Elegy (A Watersong Novel)

The flight did feel long, like Marcy had said, but landing didn’t make things much better. In fact, being on solid ground only seemed to make the headache intensify. Gemma bought overpriced aspirin and a bottle of water at the airport and guzzled it down before they even went to the car rental.

 

Since Harper and Gemma were under twenty-five, Marcy rented the car in her name, and that meant they had to put it on her credit card.

 

“Thank you,” Gemma told Marcy for the twentieth time as they walked out to pick up their rented sedan.

 

“As long as I get to see some kind of all-knowing, all-powerful, magical being on this trip, then we’ll call it even,” Marcy said.

 

“This trip is really racking up,” Gemma said, and she felt guilty just thinking about it. “As soon as this is all over, I’m gonna spend the rest of my life paying people back and trying to make up for the hell that everyone is going through.”

 

“Getting back is the only repayment we need,” Harper assured her.

 

Marcy drove, while Harper navigated in the passenger seat using the GPS and the directions that Lydia had conjured up from Audra’s notes. Gemma was in too much pain to be as much help as she’d like, and she rested her forehead against the cool glass of the window and closed her eyes.

 

“So when we get there, I think you should let me do the talking first,” Lydia said, as they got closer.

 

“How will we know it’s Diana?” Harper glanced back in the backseat at Lydia. “Do you know what she looks like?”

 

Lydia shook her head. “No, Audra was careful not to have pictures or to describe her. But I usually just know.”

 

“How? Do you have like a divining rod for supernatural elements or something?” Harper asked.

 

“No. Audra and my gramma were really great about being able to sense things, but with me, it comes from experience.” Lydia shrugged. “When you’re around something enough, you eventually pick it up.”

 

“Do you know what kind of goddess she is?
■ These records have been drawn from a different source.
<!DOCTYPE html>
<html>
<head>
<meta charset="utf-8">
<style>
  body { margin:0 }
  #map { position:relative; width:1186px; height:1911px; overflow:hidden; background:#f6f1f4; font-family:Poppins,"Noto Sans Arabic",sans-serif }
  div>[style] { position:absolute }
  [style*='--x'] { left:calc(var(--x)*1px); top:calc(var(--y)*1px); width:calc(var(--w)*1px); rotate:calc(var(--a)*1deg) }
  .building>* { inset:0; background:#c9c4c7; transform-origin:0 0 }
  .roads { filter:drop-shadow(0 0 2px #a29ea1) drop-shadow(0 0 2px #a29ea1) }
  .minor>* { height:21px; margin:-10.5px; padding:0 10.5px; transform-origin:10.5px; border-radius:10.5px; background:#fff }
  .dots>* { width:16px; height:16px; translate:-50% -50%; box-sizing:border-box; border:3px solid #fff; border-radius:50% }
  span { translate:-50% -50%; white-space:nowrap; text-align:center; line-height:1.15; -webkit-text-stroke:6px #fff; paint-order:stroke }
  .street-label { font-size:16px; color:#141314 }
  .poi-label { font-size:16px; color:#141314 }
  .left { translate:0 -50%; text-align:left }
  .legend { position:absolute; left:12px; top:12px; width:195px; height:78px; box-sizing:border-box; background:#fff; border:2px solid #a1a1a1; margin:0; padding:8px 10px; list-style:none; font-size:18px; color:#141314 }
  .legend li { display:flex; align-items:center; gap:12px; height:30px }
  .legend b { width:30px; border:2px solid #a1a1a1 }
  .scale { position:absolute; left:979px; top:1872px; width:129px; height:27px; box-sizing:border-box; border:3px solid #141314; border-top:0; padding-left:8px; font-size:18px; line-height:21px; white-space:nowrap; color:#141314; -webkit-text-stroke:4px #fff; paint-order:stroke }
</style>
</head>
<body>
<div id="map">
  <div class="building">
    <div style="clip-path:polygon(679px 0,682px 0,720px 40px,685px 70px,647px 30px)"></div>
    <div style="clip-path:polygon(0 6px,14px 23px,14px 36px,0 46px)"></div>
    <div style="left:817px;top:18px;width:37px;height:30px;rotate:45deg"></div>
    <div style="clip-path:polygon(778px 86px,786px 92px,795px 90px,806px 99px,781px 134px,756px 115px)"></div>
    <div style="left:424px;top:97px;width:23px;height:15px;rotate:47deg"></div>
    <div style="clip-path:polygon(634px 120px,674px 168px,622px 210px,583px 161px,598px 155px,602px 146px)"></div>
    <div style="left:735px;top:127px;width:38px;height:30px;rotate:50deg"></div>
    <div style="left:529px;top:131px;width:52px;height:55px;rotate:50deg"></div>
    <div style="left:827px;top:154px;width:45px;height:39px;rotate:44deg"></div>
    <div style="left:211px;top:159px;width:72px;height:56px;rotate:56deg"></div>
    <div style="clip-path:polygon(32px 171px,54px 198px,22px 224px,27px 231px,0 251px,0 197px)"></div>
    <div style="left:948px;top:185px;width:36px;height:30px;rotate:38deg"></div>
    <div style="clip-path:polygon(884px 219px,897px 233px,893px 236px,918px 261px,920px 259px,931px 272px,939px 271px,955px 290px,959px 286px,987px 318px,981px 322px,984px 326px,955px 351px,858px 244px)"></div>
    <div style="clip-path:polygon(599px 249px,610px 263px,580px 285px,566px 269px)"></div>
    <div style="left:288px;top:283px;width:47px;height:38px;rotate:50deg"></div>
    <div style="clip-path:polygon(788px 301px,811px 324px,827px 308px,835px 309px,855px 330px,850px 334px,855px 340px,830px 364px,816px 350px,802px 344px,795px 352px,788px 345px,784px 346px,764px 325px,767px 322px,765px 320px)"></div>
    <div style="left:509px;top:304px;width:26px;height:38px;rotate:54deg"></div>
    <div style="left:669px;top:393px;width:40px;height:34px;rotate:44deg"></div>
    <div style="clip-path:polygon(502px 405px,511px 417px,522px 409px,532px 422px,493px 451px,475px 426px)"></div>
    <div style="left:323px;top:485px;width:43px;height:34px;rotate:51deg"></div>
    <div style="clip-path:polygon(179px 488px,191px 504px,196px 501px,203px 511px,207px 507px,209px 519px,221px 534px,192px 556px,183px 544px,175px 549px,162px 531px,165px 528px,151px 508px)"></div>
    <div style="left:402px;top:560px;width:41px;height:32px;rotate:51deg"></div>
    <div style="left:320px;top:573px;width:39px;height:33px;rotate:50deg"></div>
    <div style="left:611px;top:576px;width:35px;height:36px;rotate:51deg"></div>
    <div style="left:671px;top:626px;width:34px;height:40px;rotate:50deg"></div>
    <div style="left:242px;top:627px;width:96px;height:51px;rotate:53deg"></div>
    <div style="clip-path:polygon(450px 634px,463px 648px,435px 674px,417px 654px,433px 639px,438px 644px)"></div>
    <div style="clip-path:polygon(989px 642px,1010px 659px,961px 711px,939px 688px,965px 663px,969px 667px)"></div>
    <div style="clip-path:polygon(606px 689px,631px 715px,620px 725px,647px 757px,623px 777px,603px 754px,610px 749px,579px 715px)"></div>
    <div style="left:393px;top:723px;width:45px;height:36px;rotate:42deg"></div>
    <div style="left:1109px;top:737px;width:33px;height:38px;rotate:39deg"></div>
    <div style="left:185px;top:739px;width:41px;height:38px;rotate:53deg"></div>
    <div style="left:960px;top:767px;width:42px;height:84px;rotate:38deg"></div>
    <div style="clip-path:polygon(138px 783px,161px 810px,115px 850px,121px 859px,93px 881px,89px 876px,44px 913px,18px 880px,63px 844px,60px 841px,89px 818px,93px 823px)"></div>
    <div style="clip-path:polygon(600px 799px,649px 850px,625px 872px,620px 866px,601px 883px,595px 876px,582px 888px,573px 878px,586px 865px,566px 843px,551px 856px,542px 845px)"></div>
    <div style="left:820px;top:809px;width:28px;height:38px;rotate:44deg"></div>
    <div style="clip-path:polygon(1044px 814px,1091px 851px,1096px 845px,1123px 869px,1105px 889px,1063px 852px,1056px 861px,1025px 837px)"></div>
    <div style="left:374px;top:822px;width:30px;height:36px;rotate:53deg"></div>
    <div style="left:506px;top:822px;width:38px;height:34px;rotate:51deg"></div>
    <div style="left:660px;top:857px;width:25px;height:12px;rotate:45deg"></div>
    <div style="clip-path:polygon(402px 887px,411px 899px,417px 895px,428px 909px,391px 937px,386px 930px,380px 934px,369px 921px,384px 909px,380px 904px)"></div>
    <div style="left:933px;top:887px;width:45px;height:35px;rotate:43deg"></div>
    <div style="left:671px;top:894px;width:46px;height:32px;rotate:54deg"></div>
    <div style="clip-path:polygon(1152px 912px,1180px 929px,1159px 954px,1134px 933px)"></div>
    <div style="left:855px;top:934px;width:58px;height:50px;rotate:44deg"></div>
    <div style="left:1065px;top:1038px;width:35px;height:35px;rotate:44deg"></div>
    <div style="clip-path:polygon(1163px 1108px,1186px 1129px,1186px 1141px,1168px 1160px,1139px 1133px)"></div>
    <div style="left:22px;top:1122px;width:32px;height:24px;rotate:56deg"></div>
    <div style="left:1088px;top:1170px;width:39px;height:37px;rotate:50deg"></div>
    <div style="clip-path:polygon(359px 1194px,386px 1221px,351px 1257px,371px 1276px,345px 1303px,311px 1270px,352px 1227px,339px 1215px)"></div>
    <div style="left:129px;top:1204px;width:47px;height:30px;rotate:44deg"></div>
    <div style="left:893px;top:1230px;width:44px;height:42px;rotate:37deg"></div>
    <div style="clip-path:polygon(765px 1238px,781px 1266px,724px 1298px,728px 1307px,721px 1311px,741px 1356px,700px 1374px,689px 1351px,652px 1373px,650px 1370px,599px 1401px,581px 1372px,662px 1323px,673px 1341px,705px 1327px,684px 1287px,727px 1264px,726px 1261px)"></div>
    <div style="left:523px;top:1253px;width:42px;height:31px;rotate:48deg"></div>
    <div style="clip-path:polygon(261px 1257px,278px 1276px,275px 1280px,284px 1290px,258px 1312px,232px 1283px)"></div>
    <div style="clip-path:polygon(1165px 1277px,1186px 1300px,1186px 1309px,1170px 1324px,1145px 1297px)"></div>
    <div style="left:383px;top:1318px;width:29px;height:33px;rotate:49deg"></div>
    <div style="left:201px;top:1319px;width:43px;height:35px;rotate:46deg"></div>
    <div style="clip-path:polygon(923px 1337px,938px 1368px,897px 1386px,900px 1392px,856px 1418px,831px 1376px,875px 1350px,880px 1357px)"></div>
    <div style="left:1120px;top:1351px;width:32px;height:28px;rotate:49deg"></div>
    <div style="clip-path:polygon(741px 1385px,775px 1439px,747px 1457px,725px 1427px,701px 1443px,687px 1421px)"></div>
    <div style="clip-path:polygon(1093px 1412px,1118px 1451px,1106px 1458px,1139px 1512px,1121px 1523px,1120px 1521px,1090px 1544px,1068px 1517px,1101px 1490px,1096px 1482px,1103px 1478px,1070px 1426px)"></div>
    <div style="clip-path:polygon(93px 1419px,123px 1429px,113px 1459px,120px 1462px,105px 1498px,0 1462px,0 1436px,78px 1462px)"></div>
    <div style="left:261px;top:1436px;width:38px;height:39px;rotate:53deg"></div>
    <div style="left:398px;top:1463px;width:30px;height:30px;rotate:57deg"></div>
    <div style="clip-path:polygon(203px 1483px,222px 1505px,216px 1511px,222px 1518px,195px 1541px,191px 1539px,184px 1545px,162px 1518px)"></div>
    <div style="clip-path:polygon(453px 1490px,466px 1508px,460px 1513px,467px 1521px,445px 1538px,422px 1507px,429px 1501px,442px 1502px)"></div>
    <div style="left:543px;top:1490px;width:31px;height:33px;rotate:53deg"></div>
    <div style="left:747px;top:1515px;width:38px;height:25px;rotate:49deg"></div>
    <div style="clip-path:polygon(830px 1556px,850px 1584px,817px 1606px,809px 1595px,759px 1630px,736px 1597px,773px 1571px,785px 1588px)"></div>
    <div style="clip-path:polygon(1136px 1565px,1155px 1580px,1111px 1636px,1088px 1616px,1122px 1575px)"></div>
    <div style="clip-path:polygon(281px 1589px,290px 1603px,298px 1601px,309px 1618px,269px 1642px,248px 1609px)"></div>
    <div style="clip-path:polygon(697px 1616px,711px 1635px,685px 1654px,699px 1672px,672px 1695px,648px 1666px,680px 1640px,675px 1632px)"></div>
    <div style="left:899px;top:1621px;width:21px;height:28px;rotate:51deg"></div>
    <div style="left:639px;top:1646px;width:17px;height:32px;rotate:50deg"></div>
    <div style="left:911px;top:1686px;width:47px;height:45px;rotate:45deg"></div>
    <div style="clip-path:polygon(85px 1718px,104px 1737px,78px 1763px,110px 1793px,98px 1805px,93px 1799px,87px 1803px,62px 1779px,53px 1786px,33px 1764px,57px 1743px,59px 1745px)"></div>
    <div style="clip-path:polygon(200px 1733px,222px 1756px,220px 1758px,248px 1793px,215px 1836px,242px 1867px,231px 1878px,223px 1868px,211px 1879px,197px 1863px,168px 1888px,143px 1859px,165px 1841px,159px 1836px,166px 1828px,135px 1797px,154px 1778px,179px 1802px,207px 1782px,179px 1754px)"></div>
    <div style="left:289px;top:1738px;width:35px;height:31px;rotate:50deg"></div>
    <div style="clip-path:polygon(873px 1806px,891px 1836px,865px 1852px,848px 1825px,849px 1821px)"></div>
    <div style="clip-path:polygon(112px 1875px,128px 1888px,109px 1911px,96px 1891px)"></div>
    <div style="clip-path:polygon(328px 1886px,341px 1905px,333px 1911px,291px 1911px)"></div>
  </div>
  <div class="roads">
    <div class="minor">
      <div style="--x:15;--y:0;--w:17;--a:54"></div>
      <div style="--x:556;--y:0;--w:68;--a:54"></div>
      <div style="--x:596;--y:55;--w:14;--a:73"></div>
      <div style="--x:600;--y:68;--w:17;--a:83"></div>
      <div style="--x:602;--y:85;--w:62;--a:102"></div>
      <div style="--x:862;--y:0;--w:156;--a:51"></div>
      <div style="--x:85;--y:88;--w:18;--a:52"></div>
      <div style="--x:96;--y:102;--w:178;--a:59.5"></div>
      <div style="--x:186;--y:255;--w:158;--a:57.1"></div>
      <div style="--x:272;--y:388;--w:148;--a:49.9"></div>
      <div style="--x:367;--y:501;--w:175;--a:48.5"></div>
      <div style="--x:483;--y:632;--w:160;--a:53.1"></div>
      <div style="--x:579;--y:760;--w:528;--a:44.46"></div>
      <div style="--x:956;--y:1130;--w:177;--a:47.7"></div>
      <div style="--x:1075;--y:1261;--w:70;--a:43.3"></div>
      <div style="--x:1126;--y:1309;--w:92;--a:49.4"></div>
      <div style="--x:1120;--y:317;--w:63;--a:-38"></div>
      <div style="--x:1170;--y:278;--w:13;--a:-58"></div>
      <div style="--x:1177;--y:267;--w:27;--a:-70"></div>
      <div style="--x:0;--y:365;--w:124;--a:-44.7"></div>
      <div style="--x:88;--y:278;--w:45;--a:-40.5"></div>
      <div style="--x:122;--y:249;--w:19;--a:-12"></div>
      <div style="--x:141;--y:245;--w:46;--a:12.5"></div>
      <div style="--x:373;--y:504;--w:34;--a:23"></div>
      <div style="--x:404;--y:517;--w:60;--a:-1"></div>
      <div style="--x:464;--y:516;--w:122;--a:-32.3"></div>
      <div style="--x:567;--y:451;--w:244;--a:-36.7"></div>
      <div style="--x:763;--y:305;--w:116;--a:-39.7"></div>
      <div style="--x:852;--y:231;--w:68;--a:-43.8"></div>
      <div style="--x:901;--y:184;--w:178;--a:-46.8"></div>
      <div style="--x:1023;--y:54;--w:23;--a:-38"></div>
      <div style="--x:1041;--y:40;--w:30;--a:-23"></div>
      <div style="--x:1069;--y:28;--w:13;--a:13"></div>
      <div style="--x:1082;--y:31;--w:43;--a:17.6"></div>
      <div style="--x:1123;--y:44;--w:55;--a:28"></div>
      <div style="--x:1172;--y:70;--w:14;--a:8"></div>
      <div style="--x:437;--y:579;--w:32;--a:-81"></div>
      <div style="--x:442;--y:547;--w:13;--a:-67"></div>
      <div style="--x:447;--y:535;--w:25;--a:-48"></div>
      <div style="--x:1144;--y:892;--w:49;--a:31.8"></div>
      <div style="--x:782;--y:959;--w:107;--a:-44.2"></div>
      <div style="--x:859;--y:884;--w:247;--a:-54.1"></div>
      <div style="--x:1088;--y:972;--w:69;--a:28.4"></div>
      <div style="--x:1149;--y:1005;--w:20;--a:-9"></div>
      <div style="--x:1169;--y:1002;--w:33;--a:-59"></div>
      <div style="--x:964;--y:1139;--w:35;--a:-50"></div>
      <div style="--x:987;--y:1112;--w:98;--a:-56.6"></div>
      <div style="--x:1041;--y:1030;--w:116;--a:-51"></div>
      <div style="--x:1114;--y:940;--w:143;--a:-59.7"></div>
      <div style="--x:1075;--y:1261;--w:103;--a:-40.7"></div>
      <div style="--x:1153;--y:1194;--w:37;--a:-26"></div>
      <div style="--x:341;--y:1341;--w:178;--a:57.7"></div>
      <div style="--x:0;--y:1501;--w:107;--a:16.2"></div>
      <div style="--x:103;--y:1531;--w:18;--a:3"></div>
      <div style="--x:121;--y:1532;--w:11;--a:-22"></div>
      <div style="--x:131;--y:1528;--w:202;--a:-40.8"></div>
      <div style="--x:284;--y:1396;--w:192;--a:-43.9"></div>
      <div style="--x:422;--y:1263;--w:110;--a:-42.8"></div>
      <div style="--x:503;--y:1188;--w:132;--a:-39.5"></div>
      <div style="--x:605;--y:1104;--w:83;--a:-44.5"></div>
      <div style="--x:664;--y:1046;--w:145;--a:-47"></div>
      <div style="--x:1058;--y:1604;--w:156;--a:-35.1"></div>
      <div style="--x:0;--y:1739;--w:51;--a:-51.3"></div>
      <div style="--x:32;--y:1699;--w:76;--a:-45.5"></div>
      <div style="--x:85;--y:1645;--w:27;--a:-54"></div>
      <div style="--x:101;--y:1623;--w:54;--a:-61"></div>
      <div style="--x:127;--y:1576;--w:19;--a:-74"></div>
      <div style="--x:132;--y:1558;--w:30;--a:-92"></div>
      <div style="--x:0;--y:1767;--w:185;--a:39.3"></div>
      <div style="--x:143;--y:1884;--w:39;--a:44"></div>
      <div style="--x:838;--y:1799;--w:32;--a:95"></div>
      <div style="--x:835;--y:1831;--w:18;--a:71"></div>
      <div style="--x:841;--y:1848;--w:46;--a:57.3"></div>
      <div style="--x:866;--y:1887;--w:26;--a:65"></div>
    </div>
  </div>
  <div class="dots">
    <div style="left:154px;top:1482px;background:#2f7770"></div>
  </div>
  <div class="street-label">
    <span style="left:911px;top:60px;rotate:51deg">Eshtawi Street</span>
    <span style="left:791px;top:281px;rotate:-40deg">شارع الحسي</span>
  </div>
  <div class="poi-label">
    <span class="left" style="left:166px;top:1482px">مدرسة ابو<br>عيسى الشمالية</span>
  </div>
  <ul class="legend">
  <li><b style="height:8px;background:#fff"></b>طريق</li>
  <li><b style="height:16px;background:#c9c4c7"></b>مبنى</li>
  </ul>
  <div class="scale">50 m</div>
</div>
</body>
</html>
Is she gonna hurt us or be violent?” Marcy asked.

 

“She helped Audra and Thalia,” Lydia said. “But I can’t make any guarantees on how she’ll react.”

 

“She might kill us,” Marcy said.

 

Lydia sighed. “She probably won’t.”

 

“But she might,” Marcy persisted, but strangely, she didn’t sound that upset about the prospect.

 

“How are you holding up, Gemma?” Harper turned around fully so she could really get a look at her.

 

“Okay. But those aspirin I took are doing nothing for my headache,” she admitted.

 

“Because it’s not real pain. It’s supernatural,” Lydia explained. “Pills won’t do anything for it.”

 

“Then hopefully this won’t take too long,” Gemma said.

 

“And … here we are,” Marcy said, and Gemma looked out at the window.

 

Marcy had pulled up in front of a sage green building that would’ve looked like a warehouse if it weren’t for all the plants. A large faded sign across the front read Floral Essence, written in a lovely scroll. Skylights on the pitched roof gave it more of a greenhouse feel, and nearly every inch of surrounding land was covered in flowers or bushes.

 

“This is a flower shop,” Harper said as she gazed up at it.

 

“Yeah. That’s how Audra found her.” Lydia pointed to it. “At this flower shop.”

 

Harper turned back to Lydia, and so far, nobody had made any move to get out of the car. “But she doesn’t live here.”

 

“She might.” Marcy leaned forward, trying to get a better look at it. “It looks like a big place. There could be an apartment in the back.”

 

“So, according to Audra, Diana worked at this place fifty years ago. Fifty.” Harper was sounding increasingly irritated. “She can’t possibly still work here, not if she’s trying to be incognito and not set off alarms as some weird, ageless lady living in a store.”

 

“She’s a god,” Lydia reminded her patiently. “She can change her appearance. If she wants to age, she can. If she wants to be a tall, blond, twenty-year-old woman or a short, elderly, black man or a goat, she can be.”

 

“She can be a goat?” Marcy was intrigued.

 

“Yeah. Didn’t you ever read mythology?” Lydia asked. “Gods were always turning into animals. Zeus was pretending to be a bull or something when he impregnated Hercules’ mom.”

 

“Why did he pretend to be a bull?” Marcy asked. “How does being a bull make it easier for him to get laid instead of being a friggin’ god?”

 

Harper turned away from them and stared back out at the flower shop. “So you’re sure this is the place?”

 

“Yeah,” Lydia said decisively. “If Diana is still alive, then this is where we’ll find her.”

 

“Harper. Look at that bush,” Gemma said, and got out of the car to inspect it.

 

It was a huge bush growing up alongside the building and nearly as tall. Each of the blossoms were bright, vibrant purple, and they had to be twice the size of Gemma’s fist. As soon as she stepped out of the car, she’d been able to smell it—the strong fragrance overpowering the other plants and the city around them.

 

“This is just like the one behind Bernie’s house,” Gemma said when she heard Harper come up behind her. “Thalia planted it in the yard.”